Print exactly the lines below between the line holding "const ctx = document.querySelector('canvas').getContext('2d');" and the line holding "function fillPath(path, color)", inclusive, and nothing more.

── DATA FOR PROCESSING ──

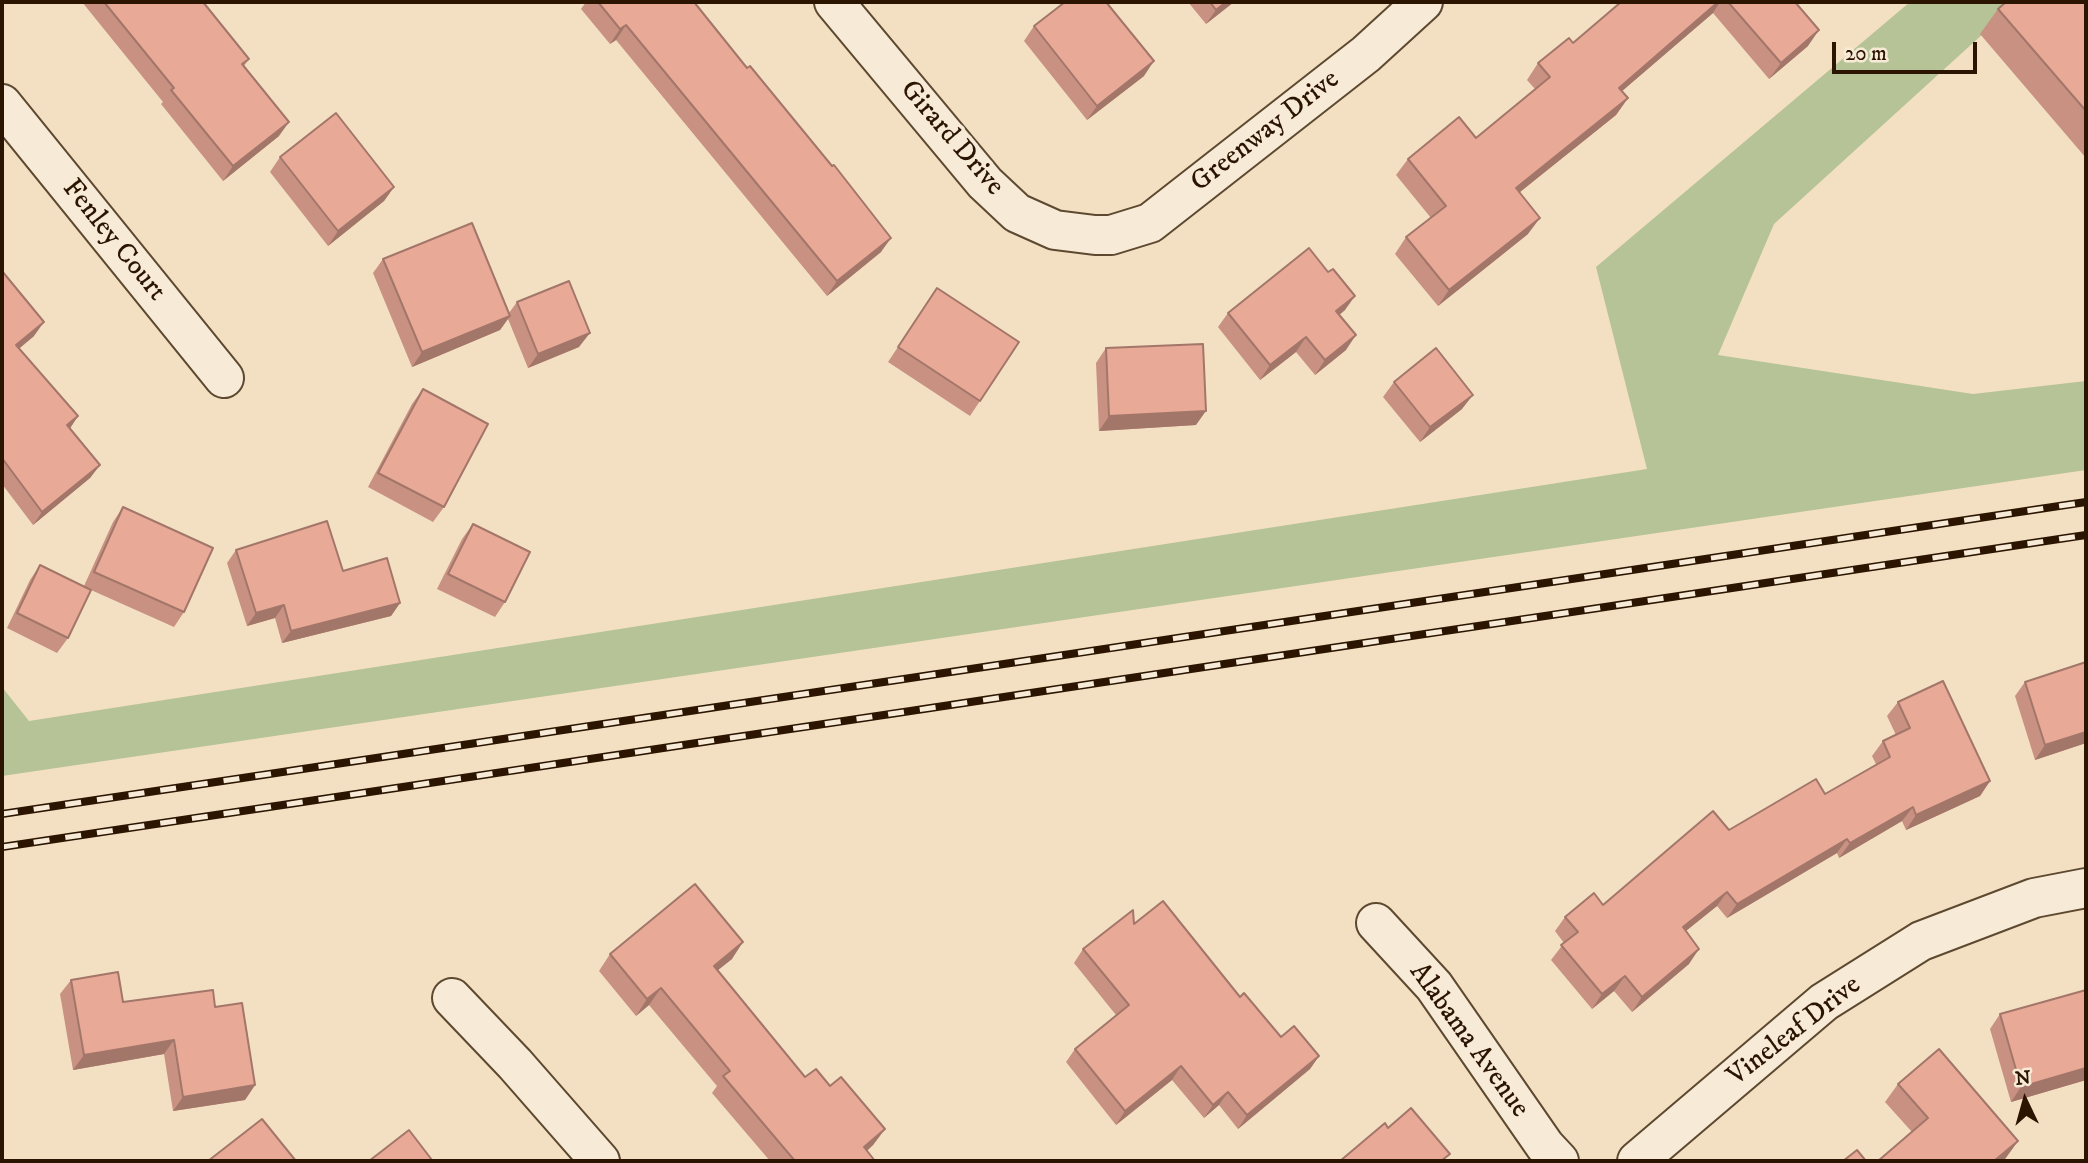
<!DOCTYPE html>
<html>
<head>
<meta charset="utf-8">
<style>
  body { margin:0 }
  #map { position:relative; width:2088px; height:1163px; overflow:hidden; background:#f3e0c2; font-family:"IM FELL DW Pica",serif }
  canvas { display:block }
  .frame { position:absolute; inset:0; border:4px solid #2b1500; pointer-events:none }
  .north { position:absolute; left:1990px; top:1065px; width:70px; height:70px; -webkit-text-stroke:5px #f7ebd7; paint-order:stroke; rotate:355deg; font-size:19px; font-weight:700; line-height:28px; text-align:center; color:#2b1500 }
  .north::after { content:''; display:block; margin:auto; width:24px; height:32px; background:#2b1500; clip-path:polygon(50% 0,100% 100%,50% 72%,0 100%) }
  .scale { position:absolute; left:1832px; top:42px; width:145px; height:32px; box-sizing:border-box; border:4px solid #2b1500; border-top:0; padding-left:9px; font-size:21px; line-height:24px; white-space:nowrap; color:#2b1500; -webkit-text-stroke:5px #f7ebd7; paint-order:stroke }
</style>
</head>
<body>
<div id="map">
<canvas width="2088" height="1163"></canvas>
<div class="frame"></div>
<div class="north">N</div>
<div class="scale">20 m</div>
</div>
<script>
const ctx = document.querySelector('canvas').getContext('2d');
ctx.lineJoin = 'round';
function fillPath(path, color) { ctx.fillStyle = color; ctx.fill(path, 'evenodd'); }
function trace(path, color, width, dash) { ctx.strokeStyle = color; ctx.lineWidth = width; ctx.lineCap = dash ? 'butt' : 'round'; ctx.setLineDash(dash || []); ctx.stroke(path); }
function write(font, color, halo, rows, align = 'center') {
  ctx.font = font + ' "IM FELL DW Pica",serif'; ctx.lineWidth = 7; ctx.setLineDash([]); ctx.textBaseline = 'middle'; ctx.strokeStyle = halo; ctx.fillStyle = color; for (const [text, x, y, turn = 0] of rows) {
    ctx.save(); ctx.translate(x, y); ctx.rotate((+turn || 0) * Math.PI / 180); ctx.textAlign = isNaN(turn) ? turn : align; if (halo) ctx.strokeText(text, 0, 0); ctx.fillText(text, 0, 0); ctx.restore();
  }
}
fillPath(new Path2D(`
  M 1910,2 L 2018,2 L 1774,224 L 1718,355 L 1973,394 L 2086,381 L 2086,470 L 2,776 L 2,687 L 29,721 L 1647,469 L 1596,267 Z`), '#b5c397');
const street = new Path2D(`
  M 834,2 L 985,183 L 1017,213 L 1055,230 L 1095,235 L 1111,235 L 1150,223 L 1366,54 L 1423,2
  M 2,104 L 224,378
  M 1376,923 L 1434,986 L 1545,1146 L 1559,1161
  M 452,998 L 515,1064 L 600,1161
  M 1637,1161 L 1824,1002 L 1921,941 L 2034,898 L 2086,888`);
trace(street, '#5d4830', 42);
trace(street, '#f7ebd7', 38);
const rail = new Path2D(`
  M 2,814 L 2086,502
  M 2,847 L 2086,535`);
trace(rail, '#2b1500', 8);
trace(rail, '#f7ebd7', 5, [16]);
fillPath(new Path2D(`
  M 82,2 L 203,2 L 249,59 L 244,66 L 279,136 L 223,181 L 161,104 L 163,102 Z
  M 586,2 L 694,2 L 881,252 L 827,296 L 616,40 L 610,44 L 581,9 Z
  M 1188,2 L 1234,2 L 1206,24 Z
  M 1621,2 L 1795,2 L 1808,46 L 1769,79 L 1713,13 L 1622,91 L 1628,98 L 1616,115 L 1520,192 L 1528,234 L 1438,306 L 1395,254 L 1406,237 L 1431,218 L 1396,175 L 1408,159 L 1476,138 L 1535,89 L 1527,80 L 1538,63 L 1573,43 Z
  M 2086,2 L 2086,158 L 1980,34 L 1998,9 Z
  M 1034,26 L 1144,76 L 1087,120 L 1024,41 Z
  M 280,157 L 394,187 L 384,201 L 328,246 L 270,172 Z
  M 383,259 L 509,313 L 517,302 L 579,347 L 528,368 L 508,319 L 500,330 L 412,367 L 373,273 Z
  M 2,271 L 34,336 L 19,349 L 78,416 L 70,428 L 100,465 L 90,478 L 33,525 L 2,484 Z
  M 937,288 L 1019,342 L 970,416 L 888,362 Z
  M 1345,310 L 1339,315 L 1346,350 L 1315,375 L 1296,352 L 1260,380 L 1218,327 L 1228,313 Z
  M 1106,348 L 1196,425 L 1099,431 L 1096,363 Z
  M 1394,382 L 1462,409 L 1420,442 L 1383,397 Z
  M 423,389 L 444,507 L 433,522 L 368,487 L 412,404 Z
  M 123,507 L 184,612 L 174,627 L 91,590 L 68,638 L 57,653 L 7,628 L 30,580 L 40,565 L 84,586 L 113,522 Z
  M 473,524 L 505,602 L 495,617 L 437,589 L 462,539 Z
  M 236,550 L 343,571 L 400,603 L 391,616 L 282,643 L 275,618 L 247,626 L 227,563 Z
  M 2025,682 L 2086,743 L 2035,760 L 2015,696 Z
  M 1898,702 L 1990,781 L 1980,796 L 1906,830 L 1902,821 L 1839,858 L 1837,853 L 1727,918 L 1717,906 L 1686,931 L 1689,964 L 1632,1012 L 1614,991 L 1592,1009 L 1551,960 L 1564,943 L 1555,931 L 1565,917 L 1603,905 L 1729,830 L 1825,794 L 1876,764 L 1872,756 L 1883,741 L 1896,735 L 1887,716 Z
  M 1134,924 L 1240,997 L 1281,1037 L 1319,1056 L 1310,1069 L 1238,1129 L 1219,1105 L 1204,1118 L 1172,1080 L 1116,1125 L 1066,1062 L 1075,1049 L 1116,1015 L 1074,963 L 1083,949 Z
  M 610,954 L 732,959 L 717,970 L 805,1077 L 830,1086 L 885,1129 L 873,1145 L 867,1151 L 875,1161 L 770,1161 L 712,1093 L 717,1086 L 649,1005 L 636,1016 L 599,971 Z
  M 71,980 L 123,1002 L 215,1007 L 255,1085 L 245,1100 L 173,1111 L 164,1054 L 73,1070 L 60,994 Z
  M 2000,1014 L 2086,1080 L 2011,1102 L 1990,1029 Z
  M 1898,1084 L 2018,1141 L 2005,1159 L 1912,1132 L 1885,1102 Z`), '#c89182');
fillPath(new Path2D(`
  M 1226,2 L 1234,2 L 1206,24 L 1216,10 Z
  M 1718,2 L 1720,2 L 1713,13 L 1607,104 L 1619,88 Z
  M 626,25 L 616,40 L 610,44 L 620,29 Z
  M 1819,30 L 1808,46 L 1769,79 L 1781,63 Z
  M 1154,61 L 1144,76 L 1087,120 L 1097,106 Z
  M 1628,98 L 1616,115 L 1505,204 L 1516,188 Z
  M 289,122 L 279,136 L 223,181 L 233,166 Z
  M 394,187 L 384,201 L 328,246 L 338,231 Z
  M 1540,218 L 1528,234 L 1438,306 L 1449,290 Z
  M 891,238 L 881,252 L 827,296 L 837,281 Z
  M 1355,296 L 1345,310 L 1326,326 L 1336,311 Z
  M 510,316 L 500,330 L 412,367 L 422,352 Z
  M 44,322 L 34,336 L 6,359 L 16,345 Z
  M 590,333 L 579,347 L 528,368 L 538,354 Z
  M 1356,335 L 1346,350 L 1315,375 L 1325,360 Z
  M 1306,337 L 1296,352 L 1260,380 L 1270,365 Z
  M 1473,395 L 1462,409 L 1420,442 L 1430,427 Z
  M 1206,411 L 1196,425 L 1099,431 L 1109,416 Z
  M 78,416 L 69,430 L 67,425 Z
  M 100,465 L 90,478 L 33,525 L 42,512 Z
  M 400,603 L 391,616 L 282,643 L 291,631 Z
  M 284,605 L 275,618 L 247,626 L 256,613 Z
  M 2086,732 L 2086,743 L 2035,760 L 2045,745 Z
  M 1990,781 L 1980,796 L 1906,830 L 1916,815 Z
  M 1913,807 L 1902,821 L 1839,858 L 1850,843 Z
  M 1847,839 L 1837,853 L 1727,918 L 1737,904 Z
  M 1727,892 L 1717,906 L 1672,942 L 1683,927 Z
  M 743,942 L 732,959 L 702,983 L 714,966 Z
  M 1699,949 L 1689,964 L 1632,1012 L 1642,997 Z
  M 1625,976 L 1614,991 L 1592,1009 L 1602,994 Z
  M 661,988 L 649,1005 L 636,1016 L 647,999 Z
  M 174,1040 L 164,1054 L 73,1070 L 84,1055 Z
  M 1319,1056 L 1310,1069 L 1238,1129 L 1247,1115 Z
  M 1181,1066 L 1172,1080 L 1116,1125 L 1125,1111 Z
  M 2086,1068 L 2086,1080 L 2011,1102 L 2021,1087 Z
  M 255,1085 L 245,1100 L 173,1111 L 183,1097 Z
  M 1228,1092 L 1219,1105 L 1204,1118 L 1213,1105 Z
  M 885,1129 L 873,1145 L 855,1161 L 864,1147 Z
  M 2018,1141 L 2005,1159 L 2003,1161 L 1994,1161 Z`), '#a3766a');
const building = new Path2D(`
  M 104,2 L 203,2 L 249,59 L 242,64 L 289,122 L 233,166 L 171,90 L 174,88 Z
  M 598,2 L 694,2 L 747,68 L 750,66 L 832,166 L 834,165 L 891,238 L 837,281 L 626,25 L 620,29 Z
  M 1065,2 L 1106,2 L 1154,61 L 1097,106 L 1034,26 Z
  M 1210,2 L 1226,2 L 1216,10 Z
  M 1621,2 L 1718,2 L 1619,88 L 1628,98 L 1516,188 L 1540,218 L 1449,290 L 1406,237 L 1446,206 L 1408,159 L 1459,117 L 1476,138 L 1550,77 L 1538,63 L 1569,38 L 1573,43 Z
  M 1728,2 L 1795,2 L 1819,30 L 1781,63 Z
  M 2006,2 L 2086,2 L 2086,111 L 1998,9 Z
  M 336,113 L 394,187 L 338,231 L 280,157 Z
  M 472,223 L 510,316 L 422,352 L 383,259 Z
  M 1309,248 L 1328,272 L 1333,269 L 1355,296 L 1336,311 L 1356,335 L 1325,360 L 1306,337 L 1270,365 L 1228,313 Z
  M 2,271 L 44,322 L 16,345 L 78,416 L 67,425 L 100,465 L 42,512 L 2,458 Z
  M 569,281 L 590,333 L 538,354 L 517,302 Z
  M 937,288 L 1019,342 L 980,401 L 898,347 Z
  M 1203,344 L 1206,411 L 1109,416 L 1106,348 Z
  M 1436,348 L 1473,395 L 1430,427 L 1394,382 Z
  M 423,389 L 488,424 L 444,507 L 378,473 Z
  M 123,507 L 213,548 L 184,612 L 94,572 Z
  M 327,521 L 343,571 L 387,558 L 400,603 L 291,631 L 284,605 L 256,613 L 236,550 Z
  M 473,524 L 530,552 L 505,602 L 448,574 Z
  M 40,565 L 91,590 L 68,638 L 17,613 Z
  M 2086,662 L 2086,732 L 2045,745 L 2025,682 Z
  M 1943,681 L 1990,781 L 1916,815 L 1913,807 L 1850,843 L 1847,839 L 1737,904 L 1727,892 L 1683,927 L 1699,949 L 1642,997 L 1625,976 L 1602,994 L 1561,945 L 1578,932 L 1565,917 L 1594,893 L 1603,905 L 1713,811 L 1729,830 L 1816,779 L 1825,794 L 1890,757 L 1883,741 L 1910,728 L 1898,702 Z
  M 695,884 L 743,942 L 714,966 L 805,1077 L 816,1069 L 830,1086 L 841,1077 L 885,1129 L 864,1147 L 875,1161 L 795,1161 L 723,1076 L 730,1071 L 661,988 L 647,999 L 610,954 Z
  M 1163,901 L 1240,997 L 1244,993 L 1281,1037 L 1294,1026 L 1319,1056 L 1247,1115 L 1228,1092 L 1213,1105 L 1181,1066 L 1125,1111 L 1075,1049 L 1129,1005 L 1083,949 L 1133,910 L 1134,924 Z
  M 118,972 L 123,1002 L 213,990 L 215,1007 L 242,1003 L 255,1085 L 183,1097 L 174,1040 L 84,1055 L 71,980 Z
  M 2086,990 L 2086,1068 L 2021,1087 L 2000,1014 Z
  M 1939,1049 L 2018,1141 L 1994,1161 L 1878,1161 L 1928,1118 L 1898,1084 Z
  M 1411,1108 L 1450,1154 L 1441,1161 L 1340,1161 L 1385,1123 L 1388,1128 Z
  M 262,1119 L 296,1161 L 208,1161 Z
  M 409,1130 L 432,1160 L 430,1161 L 369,1161 Z
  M 1857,1150 L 1866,1161 L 1843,1161 Z`);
fillPath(building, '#e9a997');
trace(building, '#a3766a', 2);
write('28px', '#2b1500', '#f7ebd7', [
  ["Greenway Drive",1266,132,-38],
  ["Girard Drive",951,139,49],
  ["Fenley Court",113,241,51],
  ["Vineleaf Drive",1795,1032,-38],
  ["Alabama Avenue",1468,1041,54]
]);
</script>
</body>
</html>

───

▶ WRITTEN REPLY
const ctx = document.querySelector('canvas').getContext('2d');
ctx.lineJoin = 'round';
function fillPath(path, color) { ctx.fillStyle = color; ctx.fill(path, 'evenodd'); }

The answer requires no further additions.